The small statue with a mundane narrative seems to have little in common with the tradition of minor forms of sculpture, although such a statement would only be true if we disregard the experience of Russian art of the early 20th century, distinguished not only by new variations on the classic language of sculpture but also by avant-garde experiments (in the work, for example, of Jacques Lipchitz, Alexander Archipenko, Boris Korolev, Natan Altman, Vladimir Tatlin, and Ossip Zadkine). However, the artist, rather than following in footsteps of such radical innovators, tries to reconcile the recognizable corporality of sculpture with the method of transformation of volumes, which is linked to geometrisation, emphatic laconicism, and the conspicuousness of structure.
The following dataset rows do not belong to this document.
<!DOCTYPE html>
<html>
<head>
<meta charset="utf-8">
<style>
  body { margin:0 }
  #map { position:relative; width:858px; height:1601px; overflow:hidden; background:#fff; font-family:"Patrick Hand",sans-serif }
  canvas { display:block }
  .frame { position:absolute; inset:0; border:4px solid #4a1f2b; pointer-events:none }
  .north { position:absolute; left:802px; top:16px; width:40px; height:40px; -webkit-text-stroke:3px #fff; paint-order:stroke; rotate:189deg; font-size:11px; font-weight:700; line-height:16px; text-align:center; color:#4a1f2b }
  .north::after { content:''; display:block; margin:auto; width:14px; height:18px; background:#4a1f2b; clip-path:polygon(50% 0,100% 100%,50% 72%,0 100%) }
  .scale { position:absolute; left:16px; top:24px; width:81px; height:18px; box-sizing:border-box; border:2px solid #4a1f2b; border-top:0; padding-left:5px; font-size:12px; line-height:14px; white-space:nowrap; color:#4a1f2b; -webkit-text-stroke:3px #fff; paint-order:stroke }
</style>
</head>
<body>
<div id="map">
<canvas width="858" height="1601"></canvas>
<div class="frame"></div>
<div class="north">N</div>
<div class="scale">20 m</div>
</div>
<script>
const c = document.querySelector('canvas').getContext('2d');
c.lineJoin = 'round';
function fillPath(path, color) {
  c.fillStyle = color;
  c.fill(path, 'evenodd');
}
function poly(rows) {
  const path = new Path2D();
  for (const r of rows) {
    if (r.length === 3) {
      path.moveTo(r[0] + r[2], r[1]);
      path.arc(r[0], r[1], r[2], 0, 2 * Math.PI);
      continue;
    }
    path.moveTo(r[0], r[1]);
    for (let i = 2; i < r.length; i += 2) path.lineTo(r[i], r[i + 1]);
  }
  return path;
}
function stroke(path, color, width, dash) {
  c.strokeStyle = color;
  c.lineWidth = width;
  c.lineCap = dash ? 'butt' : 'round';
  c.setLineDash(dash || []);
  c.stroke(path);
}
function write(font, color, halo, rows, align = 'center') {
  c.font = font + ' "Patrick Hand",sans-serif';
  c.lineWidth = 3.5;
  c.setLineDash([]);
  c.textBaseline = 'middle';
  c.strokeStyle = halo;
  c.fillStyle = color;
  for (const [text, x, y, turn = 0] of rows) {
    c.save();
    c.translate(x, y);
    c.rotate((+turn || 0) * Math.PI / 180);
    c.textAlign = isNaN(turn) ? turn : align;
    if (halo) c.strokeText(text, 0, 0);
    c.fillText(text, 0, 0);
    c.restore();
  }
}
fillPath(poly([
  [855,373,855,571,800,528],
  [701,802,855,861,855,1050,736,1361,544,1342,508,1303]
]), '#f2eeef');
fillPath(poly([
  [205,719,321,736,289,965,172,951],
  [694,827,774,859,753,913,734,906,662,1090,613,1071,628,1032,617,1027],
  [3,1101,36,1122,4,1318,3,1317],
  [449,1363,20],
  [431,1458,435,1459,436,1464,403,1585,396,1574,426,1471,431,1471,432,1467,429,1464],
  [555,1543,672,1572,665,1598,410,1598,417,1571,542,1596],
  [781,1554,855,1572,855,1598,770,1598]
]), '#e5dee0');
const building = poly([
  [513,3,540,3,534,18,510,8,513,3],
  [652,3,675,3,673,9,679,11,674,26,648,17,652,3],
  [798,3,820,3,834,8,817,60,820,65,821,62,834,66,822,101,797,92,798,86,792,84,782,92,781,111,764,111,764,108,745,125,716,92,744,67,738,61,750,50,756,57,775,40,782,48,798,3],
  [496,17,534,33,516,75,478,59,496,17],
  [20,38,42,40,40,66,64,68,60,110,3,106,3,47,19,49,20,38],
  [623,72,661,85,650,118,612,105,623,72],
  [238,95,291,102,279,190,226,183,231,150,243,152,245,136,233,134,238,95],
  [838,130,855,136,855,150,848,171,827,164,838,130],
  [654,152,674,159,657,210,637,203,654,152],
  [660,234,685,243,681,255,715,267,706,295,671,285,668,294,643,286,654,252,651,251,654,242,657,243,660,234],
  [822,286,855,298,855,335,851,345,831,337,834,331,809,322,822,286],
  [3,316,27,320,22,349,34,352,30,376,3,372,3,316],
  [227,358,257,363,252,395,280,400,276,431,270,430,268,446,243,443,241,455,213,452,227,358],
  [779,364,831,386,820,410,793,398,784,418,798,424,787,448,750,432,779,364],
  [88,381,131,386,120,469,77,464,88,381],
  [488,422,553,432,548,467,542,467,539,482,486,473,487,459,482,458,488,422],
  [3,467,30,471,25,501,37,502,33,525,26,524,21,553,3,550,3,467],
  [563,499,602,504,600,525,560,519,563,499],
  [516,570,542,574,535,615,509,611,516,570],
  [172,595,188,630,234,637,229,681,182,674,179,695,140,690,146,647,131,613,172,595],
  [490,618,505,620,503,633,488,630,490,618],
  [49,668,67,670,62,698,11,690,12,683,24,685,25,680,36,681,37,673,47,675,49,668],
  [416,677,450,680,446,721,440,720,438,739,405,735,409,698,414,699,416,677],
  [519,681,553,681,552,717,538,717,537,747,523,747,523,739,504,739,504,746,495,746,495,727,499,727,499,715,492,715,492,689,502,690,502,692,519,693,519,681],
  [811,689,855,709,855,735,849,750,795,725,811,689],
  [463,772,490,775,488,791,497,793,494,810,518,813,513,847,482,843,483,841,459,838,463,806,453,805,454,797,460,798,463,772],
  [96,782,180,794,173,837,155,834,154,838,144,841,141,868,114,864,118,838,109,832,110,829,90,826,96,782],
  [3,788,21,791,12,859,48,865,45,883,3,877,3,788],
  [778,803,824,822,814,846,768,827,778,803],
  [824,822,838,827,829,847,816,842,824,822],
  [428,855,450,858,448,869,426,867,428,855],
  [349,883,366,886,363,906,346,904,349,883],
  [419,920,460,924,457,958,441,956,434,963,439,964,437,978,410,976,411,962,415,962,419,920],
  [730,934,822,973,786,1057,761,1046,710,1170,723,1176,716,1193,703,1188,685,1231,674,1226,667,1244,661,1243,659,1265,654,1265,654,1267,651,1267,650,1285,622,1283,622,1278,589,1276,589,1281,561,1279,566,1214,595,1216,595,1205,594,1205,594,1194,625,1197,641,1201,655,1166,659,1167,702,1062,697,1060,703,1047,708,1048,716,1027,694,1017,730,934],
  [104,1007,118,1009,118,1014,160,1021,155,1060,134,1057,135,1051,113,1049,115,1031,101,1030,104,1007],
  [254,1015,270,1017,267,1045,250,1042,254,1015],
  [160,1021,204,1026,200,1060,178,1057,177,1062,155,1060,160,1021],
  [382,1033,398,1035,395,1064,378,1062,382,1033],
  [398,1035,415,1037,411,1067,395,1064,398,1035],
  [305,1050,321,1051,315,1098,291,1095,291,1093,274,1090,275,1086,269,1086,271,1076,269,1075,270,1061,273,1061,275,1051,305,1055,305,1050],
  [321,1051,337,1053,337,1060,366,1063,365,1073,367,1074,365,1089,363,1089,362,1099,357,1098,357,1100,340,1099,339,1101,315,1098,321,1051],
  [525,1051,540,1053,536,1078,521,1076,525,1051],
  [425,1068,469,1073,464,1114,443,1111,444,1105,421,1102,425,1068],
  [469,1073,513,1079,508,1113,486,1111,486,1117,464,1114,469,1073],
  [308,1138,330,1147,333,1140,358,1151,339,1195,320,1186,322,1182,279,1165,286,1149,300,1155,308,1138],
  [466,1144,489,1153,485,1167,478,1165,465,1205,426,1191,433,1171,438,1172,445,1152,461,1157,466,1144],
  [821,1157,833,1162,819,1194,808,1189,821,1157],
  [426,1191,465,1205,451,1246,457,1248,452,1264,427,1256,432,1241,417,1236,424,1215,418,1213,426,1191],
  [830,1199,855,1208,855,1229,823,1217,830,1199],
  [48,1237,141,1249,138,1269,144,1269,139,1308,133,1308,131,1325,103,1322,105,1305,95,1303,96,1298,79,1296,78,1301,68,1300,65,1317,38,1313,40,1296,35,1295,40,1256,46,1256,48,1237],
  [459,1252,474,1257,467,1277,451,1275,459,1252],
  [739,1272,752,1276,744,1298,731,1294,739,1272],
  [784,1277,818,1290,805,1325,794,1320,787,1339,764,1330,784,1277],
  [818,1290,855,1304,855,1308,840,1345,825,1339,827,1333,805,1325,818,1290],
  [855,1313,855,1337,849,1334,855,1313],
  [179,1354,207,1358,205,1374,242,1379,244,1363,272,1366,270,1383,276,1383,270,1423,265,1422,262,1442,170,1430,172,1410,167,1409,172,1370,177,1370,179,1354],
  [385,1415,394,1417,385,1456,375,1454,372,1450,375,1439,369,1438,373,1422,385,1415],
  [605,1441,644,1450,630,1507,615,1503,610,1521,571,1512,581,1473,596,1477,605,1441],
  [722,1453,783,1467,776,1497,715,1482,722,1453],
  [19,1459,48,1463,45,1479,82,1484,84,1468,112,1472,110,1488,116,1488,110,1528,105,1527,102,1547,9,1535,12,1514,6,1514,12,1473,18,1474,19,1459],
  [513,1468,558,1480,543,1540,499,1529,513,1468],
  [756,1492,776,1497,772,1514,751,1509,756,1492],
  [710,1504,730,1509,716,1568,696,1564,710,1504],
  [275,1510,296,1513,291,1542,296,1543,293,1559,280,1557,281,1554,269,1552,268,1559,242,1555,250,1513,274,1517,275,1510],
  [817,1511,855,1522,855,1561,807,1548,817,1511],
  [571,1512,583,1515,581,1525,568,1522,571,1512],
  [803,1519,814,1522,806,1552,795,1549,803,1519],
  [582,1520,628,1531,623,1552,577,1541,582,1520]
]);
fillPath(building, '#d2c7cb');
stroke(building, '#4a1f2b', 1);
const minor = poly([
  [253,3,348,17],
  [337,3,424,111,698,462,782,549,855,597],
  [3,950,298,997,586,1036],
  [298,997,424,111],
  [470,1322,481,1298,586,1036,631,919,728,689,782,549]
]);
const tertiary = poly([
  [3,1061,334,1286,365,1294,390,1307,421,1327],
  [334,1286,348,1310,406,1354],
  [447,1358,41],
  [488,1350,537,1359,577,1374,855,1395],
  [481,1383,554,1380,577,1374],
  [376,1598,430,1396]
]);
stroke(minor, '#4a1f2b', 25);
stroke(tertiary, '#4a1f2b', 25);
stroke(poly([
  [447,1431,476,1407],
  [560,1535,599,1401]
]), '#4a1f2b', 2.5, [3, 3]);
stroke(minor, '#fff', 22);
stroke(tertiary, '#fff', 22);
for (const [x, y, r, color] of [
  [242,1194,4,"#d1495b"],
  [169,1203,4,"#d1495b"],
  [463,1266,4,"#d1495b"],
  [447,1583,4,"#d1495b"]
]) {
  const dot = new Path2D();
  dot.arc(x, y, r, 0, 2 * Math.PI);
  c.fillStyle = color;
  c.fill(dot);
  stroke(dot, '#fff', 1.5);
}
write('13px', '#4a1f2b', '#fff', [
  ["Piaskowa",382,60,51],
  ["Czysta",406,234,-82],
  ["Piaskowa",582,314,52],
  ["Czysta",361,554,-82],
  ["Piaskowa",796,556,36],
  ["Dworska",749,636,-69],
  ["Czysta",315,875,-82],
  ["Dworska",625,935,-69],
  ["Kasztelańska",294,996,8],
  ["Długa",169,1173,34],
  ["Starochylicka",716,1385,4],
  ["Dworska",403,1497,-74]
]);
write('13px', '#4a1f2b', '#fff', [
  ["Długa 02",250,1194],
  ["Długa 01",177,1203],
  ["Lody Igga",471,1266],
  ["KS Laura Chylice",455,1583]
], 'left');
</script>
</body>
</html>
The chosen sculptural language is intended to emblematize the era when the telephone became ubiquitous; this accounts for the antiquated look of the phone set in the composition. However, given the undetailed and neat forms of the objects, there is no indication of the precise time period. Yet, employing tense lines and sharp joints and borders, the artist conveys the emotional voltage – eventless, brought about by the futuristic spirit of the era. The sculpture’s name – “Communication” – is yet another tribute to a historical period keen on internationalism and neologisms. The assemblage of aptly-chosen semantic and sculptural intonations makes the image persuasive.


Brief annotations to the image

COMMUNICATION (latin. communicatio - from communico - I make common,  I connect,  I communicate) is a dialogue, transfer of the information from the person to the person, the specific form of human interaction. Communication can be carried out both during the process of any activity, and by means of specialized speech or other form.